■ Data for this task ■
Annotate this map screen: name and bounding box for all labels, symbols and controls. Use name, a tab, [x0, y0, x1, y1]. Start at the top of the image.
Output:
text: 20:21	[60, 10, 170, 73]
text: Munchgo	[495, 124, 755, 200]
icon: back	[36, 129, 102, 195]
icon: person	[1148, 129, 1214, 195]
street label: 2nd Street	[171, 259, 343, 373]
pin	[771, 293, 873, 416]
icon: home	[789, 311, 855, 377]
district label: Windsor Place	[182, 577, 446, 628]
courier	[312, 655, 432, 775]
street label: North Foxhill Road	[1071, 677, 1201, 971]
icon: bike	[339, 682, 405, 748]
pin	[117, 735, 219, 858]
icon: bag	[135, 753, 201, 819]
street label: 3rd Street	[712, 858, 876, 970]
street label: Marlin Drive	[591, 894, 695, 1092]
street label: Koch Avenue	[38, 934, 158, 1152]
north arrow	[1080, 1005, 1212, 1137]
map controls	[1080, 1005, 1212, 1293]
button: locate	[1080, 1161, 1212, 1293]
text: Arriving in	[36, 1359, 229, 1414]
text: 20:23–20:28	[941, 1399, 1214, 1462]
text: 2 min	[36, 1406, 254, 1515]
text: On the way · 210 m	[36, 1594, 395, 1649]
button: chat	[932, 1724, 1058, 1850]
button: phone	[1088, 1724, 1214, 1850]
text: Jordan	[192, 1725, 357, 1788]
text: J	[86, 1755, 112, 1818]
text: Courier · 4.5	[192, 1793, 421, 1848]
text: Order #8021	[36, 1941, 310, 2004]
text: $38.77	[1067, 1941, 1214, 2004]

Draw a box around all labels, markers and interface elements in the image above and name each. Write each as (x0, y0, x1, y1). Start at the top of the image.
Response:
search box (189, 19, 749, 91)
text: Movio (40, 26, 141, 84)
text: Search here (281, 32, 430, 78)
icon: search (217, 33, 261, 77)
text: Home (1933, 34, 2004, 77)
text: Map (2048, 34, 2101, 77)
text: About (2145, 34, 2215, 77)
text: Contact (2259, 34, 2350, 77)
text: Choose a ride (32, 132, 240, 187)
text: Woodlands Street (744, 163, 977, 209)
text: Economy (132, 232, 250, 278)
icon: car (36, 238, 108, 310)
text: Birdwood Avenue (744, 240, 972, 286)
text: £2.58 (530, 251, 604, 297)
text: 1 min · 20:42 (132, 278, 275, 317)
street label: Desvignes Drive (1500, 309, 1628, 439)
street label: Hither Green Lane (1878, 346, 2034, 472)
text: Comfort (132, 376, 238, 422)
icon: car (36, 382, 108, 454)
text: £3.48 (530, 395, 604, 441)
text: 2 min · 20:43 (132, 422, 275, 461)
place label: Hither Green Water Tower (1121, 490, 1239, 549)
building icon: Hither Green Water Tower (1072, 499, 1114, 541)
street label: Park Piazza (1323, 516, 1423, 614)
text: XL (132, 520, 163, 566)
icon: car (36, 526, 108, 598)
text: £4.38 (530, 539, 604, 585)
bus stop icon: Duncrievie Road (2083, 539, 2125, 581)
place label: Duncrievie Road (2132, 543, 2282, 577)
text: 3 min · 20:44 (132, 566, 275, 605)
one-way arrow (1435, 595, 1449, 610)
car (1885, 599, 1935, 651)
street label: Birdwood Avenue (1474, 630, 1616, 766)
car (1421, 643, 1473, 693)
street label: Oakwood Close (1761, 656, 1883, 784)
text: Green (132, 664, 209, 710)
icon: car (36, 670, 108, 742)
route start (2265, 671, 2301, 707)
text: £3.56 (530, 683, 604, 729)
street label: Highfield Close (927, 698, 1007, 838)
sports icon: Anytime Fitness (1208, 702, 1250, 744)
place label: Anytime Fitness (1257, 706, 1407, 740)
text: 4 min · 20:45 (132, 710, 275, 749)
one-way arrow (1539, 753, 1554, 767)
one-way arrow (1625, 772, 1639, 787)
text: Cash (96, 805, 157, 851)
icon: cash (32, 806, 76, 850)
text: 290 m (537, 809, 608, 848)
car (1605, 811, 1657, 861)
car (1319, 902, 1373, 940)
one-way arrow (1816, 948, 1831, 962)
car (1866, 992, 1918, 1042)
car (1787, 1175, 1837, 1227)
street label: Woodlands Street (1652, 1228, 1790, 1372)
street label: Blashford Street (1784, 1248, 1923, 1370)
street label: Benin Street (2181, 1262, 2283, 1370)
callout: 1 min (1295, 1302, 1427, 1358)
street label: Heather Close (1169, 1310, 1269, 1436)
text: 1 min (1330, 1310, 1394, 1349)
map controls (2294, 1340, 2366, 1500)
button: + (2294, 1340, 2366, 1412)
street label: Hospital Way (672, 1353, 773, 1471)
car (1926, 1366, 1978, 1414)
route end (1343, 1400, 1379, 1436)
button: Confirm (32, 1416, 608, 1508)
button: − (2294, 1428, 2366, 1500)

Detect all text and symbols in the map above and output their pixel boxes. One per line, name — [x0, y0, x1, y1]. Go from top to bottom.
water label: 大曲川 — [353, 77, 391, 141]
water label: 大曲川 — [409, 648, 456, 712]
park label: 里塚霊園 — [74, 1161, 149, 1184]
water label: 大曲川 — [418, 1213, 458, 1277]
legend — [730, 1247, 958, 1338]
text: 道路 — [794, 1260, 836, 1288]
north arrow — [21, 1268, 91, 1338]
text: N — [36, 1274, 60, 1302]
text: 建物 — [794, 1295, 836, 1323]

■ Description of the task ■
Everything from the line with "Detect all text" to the last line of the entries above is to be retyped exactly. Include both ends.

■ Response to this task ■
Detect all text and symbols in the map above and output their pixel boxes. One per line, name — [x0, y0, x1, y1]. Go from top to bottom.
water label: 大曲川 — [353, 77, 391, 141]
water label: 大曲川 — [409, 648, 456, 712]
park label: 里塚霊園 — [74, 1161, 149, 1184]
water label: 大曲川 — [418, 1213, 458, 1277]
legend — [730, 1247, 958, 1338]
text: 道路 — [794, 1260, 836, 1288]
north arrow — [21, 1268, 91, 1338]
text: N — [36, 1274, 60, 1302]
text: 建物 — [794, 1295, 836, 1323]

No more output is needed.